En esos tiempos muchos fanáticos lopistas me insultaron y hasta me llamaron loco.
Luego le puse nombre y apellido a los afanes dictatoriales de Obrador, cuando dije que intentaría llevar a México al modelo de dictadura venezolano y cuando advertí que “Andrés Manuel” –como le dicen sus feligreses–, intentaría convertirse en el Chávez o el Maduro mexicano.

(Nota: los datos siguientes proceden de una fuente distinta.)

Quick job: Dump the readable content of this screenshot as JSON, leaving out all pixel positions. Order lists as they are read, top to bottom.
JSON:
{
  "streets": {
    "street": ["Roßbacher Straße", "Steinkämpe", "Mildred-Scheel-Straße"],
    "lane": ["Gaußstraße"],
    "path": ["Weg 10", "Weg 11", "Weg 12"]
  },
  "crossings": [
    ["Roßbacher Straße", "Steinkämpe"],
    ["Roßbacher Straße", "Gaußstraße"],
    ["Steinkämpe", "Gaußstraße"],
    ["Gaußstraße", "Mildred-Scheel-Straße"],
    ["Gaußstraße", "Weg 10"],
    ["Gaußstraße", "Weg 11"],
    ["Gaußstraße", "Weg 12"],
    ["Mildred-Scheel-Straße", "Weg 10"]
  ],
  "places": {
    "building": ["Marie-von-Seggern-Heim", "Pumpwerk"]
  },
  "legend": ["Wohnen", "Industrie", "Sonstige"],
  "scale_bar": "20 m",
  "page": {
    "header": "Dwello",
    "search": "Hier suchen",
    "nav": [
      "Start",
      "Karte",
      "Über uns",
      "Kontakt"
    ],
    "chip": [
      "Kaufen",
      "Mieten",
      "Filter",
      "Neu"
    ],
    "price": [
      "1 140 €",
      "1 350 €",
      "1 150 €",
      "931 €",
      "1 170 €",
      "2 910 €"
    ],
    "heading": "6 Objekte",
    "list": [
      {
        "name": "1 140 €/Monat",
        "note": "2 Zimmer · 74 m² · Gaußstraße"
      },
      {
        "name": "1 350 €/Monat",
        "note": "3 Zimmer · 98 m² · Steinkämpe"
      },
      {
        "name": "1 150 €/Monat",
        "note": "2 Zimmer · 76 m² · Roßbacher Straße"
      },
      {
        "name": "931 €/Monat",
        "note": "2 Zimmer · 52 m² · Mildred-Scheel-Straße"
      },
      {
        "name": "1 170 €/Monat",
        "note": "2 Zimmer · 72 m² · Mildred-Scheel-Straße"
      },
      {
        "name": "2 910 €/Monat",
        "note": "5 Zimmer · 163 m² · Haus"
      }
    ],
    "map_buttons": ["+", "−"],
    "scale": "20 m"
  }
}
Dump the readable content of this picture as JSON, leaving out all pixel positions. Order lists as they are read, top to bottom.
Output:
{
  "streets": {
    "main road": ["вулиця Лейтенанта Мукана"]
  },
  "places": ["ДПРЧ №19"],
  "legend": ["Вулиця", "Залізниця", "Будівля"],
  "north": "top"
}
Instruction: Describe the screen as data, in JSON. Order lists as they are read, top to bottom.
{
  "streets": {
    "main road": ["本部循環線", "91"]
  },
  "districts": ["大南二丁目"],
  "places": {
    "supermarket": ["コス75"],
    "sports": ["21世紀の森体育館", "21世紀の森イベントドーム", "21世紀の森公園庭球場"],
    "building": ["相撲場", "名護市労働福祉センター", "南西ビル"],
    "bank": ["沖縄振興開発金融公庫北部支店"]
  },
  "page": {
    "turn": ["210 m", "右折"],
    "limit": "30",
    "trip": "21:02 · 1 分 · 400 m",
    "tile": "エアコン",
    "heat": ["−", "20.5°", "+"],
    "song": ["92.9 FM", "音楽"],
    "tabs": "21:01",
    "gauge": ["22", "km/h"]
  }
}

Para entonces el enojo de los lacayos lopistas ya era una patología y, por eso, pretendieron callarme por todos los medios posibles.
Hoy, cuando López Obrador prácticamente ha destruido la democracia mexicana; cuando compro al INE y al Tribunal Electoral; cuando orquestó una elección de Estado, cuando violó la Constitución para darle a Morena una ilegal sobrerrepresentación en el Congreso, cuando intenta desaparecer instituciones autónomas como en INAI y cuando pretende el control total del Poder Judicial, abundan las voces que se llaman a sorpresa y que admiten, a regañadientes, que estamos a las puertas de una dictadura como la venezolana.